(Beginning of Material shown)
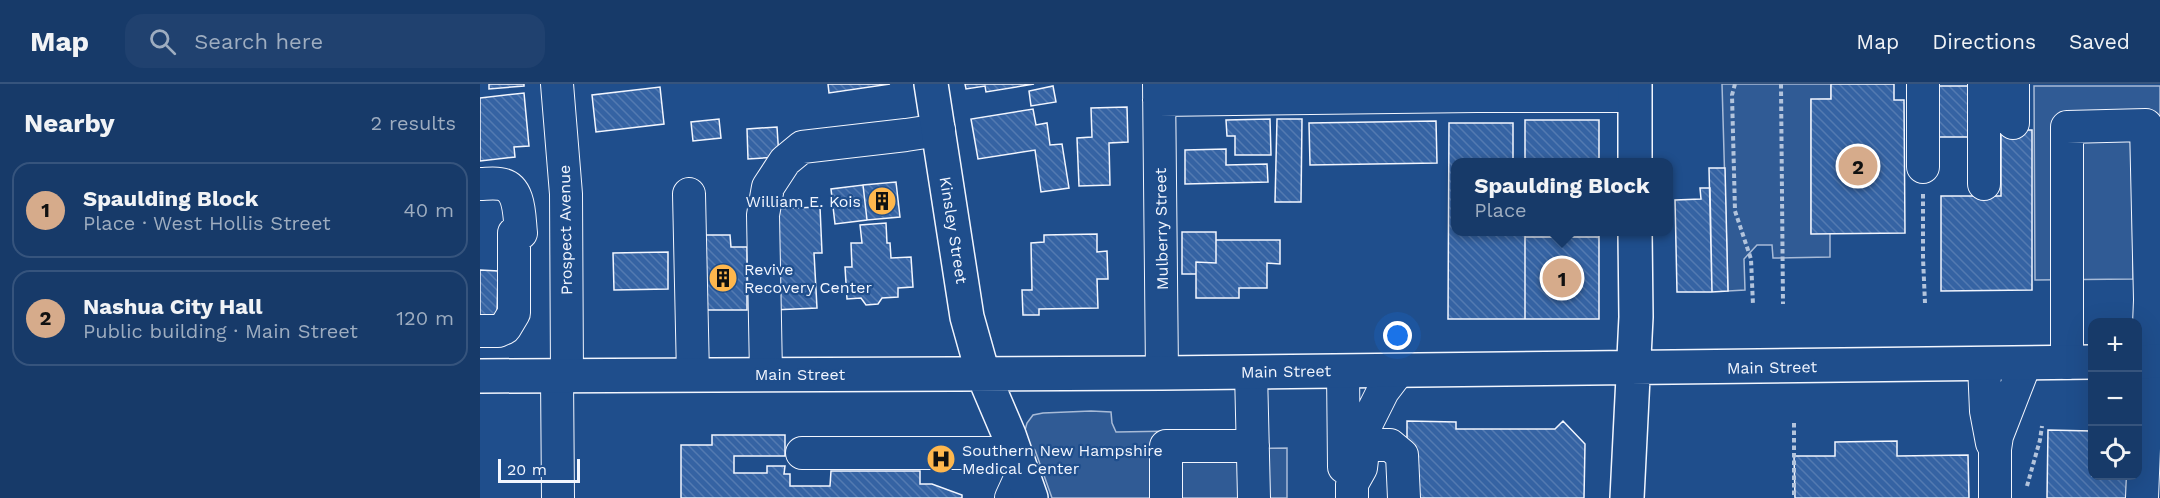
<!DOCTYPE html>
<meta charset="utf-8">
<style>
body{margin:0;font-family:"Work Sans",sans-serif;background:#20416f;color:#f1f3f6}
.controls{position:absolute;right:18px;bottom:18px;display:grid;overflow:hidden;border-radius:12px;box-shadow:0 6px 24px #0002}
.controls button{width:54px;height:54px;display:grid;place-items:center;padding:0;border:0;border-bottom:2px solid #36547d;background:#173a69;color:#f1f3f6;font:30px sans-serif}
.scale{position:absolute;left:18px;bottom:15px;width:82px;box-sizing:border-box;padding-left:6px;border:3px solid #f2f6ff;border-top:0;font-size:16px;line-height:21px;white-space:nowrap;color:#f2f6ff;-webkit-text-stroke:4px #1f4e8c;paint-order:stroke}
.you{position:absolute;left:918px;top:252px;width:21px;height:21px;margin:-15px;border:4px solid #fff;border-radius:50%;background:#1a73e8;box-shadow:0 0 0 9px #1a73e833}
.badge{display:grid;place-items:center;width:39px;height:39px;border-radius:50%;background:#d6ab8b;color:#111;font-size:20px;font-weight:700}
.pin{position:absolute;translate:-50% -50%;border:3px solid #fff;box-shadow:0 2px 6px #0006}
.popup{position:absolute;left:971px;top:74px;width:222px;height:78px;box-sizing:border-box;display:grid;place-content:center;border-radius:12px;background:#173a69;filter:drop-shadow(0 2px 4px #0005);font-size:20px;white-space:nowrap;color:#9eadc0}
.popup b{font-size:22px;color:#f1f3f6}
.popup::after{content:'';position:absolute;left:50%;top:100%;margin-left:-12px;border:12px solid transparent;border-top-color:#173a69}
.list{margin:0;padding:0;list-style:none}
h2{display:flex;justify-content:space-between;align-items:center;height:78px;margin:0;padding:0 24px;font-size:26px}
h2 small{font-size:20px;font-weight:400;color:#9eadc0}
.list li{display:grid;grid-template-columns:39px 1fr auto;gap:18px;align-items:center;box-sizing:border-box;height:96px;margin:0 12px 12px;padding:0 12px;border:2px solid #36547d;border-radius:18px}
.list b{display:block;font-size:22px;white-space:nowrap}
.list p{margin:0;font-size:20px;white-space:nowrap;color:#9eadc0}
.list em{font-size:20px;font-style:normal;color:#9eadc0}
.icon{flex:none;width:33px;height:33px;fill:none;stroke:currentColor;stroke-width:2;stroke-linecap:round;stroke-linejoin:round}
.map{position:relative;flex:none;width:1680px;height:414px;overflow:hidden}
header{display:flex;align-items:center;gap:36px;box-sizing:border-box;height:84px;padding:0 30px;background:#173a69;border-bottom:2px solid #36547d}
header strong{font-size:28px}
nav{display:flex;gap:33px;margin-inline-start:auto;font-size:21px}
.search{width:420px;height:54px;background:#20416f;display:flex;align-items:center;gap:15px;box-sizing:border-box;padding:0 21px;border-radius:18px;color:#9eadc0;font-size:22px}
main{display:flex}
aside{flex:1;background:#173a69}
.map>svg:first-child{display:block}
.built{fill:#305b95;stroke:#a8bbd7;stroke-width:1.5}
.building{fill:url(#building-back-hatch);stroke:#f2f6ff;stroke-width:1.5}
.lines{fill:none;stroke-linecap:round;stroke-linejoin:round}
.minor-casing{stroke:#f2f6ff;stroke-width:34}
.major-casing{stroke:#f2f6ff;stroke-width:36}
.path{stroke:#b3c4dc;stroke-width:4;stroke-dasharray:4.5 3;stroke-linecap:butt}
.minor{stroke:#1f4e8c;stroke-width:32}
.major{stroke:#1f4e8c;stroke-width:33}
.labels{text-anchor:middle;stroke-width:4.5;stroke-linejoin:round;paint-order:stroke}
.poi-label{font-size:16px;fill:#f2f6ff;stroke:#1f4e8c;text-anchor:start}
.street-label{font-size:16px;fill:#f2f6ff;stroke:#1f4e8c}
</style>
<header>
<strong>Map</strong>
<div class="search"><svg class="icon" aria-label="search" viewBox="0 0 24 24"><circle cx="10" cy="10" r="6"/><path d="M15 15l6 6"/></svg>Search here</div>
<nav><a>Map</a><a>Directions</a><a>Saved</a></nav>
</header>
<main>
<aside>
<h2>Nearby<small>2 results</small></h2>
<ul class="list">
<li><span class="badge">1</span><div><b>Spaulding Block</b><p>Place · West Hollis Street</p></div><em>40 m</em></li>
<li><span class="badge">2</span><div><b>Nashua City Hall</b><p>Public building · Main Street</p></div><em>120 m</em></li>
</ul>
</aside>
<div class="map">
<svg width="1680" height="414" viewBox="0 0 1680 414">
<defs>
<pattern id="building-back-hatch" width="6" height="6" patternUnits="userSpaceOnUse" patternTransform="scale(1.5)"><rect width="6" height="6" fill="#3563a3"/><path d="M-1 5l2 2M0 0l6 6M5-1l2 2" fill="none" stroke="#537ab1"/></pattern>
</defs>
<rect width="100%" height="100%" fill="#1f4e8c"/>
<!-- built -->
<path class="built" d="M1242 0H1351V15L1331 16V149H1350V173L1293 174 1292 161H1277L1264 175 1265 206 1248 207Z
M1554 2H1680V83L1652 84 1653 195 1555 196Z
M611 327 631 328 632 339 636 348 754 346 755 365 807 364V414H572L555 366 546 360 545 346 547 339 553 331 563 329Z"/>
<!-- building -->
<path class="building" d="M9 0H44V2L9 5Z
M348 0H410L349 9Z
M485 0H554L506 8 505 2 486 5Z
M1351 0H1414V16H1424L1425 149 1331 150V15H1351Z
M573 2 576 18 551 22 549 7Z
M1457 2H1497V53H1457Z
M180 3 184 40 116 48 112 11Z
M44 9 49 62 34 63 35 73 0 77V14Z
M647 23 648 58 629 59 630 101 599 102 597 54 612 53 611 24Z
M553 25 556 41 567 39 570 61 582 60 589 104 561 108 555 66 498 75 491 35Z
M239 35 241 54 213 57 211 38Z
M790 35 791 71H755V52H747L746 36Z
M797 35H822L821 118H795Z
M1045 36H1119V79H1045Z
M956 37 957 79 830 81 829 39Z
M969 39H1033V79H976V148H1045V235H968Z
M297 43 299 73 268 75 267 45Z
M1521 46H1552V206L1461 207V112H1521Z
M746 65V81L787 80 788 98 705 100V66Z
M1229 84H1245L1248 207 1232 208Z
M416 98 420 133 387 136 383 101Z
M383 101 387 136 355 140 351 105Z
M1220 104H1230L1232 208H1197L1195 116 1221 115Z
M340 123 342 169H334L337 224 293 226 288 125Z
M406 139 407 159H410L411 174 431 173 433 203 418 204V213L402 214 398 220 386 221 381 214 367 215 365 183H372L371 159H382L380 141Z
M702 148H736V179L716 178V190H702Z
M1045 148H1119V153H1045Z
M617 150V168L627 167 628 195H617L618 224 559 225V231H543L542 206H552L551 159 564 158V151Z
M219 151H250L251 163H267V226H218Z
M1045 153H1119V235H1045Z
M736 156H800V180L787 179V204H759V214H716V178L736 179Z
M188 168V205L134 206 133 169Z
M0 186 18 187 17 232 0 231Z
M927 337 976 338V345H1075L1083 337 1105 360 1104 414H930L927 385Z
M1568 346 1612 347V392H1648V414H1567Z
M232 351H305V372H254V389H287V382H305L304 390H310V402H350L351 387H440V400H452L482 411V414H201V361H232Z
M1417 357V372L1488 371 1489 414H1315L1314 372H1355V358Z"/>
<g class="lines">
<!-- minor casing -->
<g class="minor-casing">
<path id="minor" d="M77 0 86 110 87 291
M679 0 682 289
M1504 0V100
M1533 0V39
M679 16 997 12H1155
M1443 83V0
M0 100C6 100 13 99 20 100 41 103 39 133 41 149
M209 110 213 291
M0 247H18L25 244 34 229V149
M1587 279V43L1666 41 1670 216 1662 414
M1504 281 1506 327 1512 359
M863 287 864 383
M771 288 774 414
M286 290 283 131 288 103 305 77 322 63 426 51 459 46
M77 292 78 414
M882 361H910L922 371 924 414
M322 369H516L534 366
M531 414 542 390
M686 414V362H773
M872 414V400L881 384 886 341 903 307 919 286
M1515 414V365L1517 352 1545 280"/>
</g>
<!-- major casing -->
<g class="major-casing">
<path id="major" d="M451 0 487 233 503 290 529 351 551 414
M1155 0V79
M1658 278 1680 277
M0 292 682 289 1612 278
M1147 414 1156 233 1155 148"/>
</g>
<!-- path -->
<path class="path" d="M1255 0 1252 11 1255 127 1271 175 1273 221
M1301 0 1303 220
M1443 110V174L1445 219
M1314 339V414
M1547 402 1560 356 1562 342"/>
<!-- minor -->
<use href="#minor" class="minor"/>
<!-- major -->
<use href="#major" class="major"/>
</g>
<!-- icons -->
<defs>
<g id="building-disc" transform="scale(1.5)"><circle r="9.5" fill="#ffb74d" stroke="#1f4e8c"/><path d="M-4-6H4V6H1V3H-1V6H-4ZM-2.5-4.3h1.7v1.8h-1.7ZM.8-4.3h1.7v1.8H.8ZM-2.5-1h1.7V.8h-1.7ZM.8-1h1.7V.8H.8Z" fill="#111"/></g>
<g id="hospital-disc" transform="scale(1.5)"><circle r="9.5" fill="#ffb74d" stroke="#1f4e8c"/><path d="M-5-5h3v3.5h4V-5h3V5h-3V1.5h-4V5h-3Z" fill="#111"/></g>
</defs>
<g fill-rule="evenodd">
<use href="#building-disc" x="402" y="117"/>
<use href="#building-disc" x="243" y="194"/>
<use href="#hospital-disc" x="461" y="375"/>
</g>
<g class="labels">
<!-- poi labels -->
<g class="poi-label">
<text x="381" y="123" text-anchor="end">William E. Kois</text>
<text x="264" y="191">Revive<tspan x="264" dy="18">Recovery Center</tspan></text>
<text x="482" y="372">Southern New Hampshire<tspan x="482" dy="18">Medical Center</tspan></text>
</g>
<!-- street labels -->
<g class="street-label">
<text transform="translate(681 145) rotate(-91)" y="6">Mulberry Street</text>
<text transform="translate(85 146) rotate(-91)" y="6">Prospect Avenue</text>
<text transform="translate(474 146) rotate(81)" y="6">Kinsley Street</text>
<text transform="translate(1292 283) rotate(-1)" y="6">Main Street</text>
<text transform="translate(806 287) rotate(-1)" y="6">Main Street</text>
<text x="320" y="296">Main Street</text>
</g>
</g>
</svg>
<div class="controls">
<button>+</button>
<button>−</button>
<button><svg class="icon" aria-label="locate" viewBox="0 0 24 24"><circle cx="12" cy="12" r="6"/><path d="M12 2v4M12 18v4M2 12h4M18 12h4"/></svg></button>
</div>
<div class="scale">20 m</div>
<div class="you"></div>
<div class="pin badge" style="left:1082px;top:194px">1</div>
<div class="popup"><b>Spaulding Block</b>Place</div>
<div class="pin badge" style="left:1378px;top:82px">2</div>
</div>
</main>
(End of Material shown)
(Beginning of Material shown)
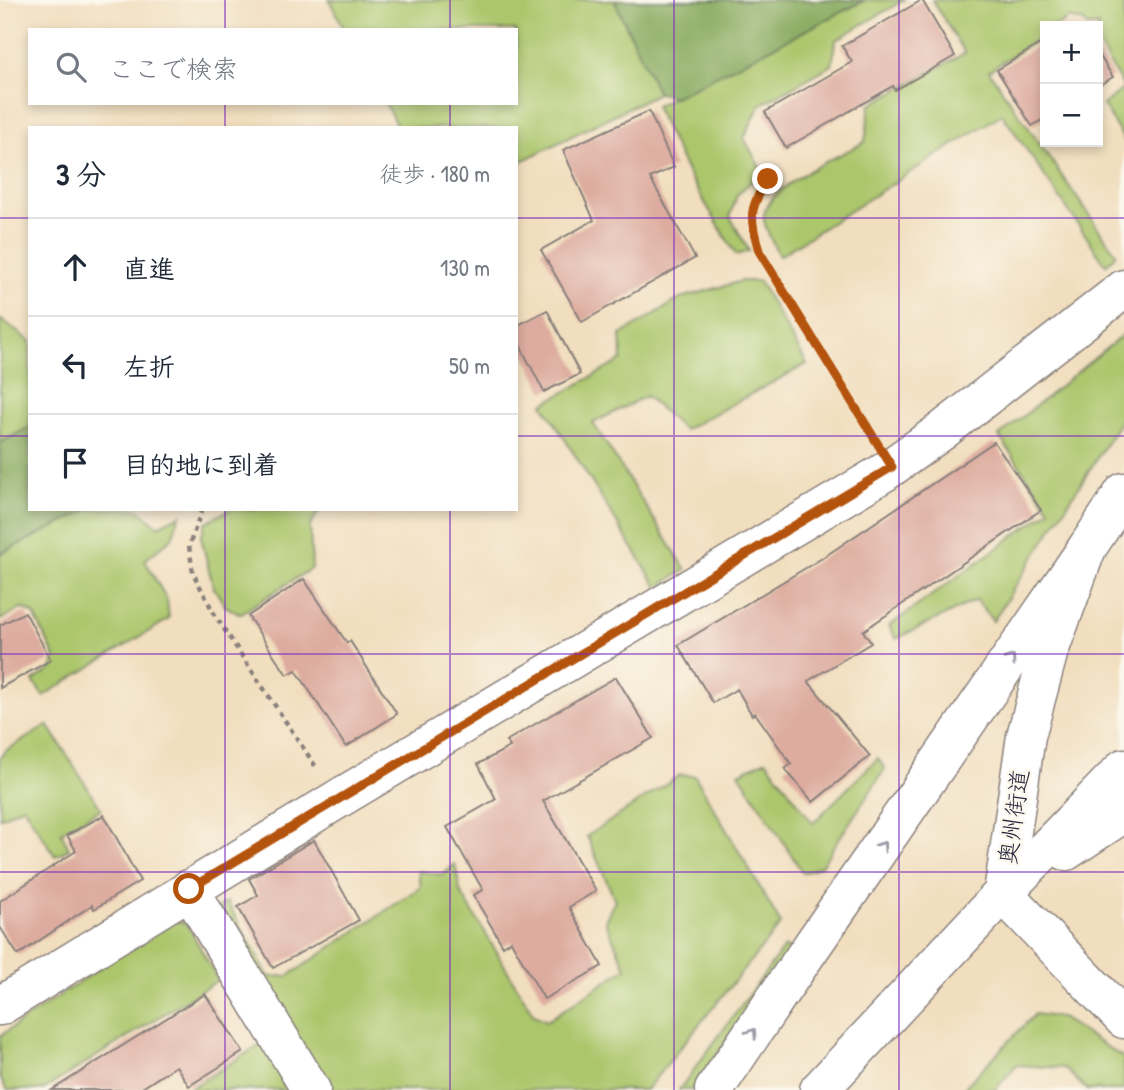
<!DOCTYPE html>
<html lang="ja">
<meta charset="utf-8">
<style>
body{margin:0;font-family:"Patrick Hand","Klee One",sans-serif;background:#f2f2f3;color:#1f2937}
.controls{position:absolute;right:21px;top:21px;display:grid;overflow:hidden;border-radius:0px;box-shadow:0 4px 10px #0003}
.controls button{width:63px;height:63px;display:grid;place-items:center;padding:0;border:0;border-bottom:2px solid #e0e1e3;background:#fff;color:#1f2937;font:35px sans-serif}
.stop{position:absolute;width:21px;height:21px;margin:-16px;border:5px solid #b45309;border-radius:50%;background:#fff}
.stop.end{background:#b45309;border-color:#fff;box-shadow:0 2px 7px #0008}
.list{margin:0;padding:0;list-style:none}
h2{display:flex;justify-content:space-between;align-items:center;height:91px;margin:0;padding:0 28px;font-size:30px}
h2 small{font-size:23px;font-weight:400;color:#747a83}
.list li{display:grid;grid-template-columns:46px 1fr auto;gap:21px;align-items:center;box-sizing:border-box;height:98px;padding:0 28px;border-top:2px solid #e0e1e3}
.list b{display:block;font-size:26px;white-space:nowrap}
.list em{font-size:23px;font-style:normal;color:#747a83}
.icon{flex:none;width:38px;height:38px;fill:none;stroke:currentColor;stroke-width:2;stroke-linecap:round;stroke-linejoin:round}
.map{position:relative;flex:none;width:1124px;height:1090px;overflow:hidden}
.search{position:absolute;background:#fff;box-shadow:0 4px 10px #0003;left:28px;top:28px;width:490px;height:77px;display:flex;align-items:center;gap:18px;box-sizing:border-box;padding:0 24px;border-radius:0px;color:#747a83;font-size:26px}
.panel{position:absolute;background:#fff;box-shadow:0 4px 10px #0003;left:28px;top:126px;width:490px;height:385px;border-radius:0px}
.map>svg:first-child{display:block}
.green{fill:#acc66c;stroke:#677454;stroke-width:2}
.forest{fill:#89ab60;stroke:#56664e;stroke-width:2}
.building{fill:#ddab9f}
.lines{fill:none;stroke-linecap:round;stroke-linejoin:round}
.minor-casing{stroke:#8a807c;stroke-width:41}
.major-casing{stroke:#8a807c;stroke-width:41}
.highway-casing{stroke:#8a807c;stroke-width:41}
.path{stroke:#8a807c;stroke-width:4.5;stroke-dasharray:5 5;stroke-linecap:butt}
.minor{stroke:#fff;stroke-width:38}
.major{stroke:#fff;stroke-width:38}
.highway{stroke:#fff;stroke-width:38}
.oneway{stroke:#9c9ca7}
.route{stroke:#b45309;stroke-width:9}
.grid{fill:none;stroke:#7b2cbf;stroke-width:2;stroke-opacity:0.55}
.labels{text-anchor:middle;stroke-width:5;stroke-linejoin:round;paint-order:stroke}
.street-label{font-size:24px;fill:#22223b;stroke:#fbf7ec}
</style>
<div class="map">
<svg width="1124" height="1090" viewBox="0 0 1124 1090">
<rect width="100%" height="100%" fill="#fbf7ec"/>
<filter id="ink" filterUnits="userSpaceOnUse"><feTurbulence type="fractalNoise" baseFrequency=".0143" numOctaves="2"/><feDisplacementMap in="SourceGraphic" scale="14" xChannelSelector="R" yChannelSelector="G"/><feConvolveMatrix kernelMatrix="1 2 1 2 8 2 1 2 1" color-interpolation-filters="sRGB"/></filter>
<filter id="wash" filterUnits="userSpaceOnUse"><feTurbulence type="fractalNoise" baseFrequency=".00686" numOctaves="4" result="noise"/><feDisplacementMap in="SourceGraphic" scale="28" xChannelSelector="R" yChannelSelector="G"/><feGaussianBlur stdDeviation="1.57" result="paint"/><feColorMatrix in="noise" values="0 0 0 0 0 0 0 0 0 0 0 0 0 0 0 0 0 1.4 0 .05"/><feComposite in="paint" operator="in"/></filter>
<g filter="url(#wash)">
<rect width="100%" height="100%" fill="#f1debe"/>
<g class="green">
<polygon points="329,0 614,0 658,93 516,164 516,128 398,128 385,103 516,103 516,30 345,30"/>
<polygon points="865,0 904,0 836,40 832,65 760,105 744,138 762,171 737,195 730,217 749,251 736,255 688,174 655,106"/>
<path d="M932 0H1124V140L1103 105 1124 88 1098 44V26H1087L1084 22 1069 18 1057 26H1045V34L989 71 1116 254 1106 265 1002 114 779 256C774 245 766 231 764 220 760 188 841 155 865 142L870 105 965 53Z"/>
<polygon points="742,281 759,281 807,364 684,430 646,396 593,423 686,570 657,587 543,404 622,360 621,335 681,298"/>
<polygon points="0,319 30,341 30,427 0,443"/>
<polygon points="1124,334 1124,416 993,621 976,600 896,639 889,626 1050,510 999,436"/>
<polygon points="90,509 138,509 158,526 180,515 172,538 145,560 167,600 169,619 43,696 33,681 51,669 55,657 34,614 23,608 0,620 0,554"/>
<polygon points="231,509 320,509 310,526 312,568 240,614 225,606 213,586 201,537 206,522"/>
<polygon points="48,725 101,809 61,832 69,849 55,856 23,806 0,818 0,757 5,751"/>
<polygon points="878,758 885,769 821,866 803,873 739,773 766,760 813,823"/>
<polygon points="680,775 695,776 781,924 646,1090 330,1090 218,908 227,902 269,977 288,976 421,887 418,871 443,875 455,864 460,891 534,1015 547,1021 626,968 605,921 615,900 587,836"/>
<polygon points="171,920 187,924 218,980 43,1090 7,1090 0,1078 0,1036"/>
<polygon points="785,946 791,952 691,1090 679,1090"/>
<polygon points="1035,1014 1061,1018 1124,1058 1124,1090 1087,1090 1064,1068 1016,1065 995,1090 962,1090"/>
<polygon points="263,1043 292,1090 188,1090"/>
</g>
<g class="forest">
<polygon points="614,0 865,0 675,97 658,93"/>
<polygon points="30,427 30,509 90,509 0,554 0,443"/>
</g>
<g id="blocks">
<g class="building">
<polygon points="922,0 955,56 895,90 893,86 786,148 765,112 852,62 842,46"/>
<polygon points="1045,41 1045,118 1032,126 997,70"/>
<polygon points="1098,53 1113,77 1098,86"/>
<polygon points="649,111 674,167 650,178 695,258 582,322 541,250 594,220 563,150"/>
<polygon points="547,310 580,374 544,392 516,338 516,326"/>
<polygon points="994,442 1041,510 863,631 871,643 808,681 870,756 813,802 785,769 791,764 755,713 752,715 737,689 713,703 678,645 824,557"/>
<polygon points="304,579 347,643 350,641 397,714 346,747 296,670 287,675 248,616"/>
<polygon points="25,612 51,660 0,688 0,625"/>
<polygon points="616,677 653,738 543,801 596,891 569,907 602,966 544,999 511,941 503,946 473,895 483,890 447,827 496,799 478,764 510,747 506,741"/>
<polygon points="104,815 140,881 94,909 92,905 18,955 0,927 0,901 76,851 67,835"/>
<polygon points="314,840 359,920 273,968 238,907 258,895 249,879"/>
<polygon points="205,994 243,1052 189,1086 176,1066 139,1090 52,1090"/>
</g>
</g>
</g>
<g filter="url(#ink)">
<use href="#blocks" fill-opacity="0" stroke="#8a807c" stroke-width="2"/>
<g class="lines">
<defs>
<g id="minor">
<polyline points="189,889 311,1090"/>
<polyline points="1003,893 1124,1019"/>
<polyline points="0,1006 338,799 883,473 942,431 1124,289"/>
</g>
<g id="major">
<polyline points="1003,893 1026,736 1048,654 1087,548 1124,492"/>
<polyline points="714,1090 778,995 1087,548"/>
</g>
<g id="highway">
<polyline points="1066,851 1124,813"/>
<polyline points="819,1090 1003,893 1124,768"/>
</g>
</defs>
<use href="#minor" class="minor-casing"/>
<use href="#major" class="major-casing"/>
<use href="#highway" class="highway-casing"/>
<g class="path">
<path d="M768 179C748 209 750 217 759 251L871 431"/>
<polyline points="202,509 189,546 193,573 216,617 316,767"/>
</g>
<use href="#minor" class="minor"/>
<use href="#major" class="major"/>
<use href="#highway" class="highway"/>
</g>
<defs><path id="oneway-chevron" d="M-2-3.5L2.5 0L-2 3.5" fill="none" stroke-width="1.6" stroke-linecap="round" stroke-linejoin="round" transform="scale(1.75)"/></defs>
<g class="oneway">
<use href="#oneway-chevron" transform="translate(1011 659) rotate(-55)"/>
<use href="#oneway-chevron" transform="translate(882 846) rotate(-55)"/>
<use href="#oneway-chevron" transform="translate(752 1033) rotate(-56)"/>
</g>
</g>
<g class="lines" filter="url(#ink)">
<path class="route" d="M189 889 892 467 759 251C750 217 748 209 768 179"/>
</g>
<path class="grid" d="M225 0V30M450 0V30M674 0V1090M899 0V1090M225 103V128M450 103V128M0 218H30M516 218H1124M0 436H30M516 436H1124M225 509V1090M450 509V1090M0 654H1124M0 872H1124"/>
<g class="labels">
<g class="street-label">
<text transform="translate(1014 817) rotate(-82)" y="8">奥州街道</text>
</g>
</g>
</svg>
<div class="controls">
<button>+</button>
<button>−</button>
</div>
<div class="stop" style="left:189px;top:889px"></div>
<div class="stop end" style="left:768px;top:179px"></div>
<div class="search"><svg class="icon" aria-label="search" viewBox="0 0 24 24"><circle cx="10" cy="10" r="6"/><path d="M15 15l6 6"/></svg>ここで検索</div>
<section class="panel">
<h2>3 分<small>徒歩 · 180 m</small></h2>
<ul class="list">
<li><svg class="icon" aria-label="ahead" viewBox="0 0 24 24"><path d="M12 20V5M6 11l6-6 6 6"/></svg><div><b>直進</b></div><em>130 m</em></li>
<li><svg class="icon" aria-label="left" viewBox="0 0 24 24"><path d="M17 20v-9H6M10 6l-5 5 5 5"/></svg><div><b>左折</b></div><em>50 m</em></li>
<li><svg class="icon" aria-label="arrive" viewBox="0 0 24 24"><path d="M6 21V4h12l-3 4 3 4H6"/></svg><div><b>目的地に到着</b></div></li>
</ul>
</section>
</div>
(End of Material shown)
What the task asks:
Work through the data and report how many of its lines hold the word "list", giving only the figure.

Output of the task:
11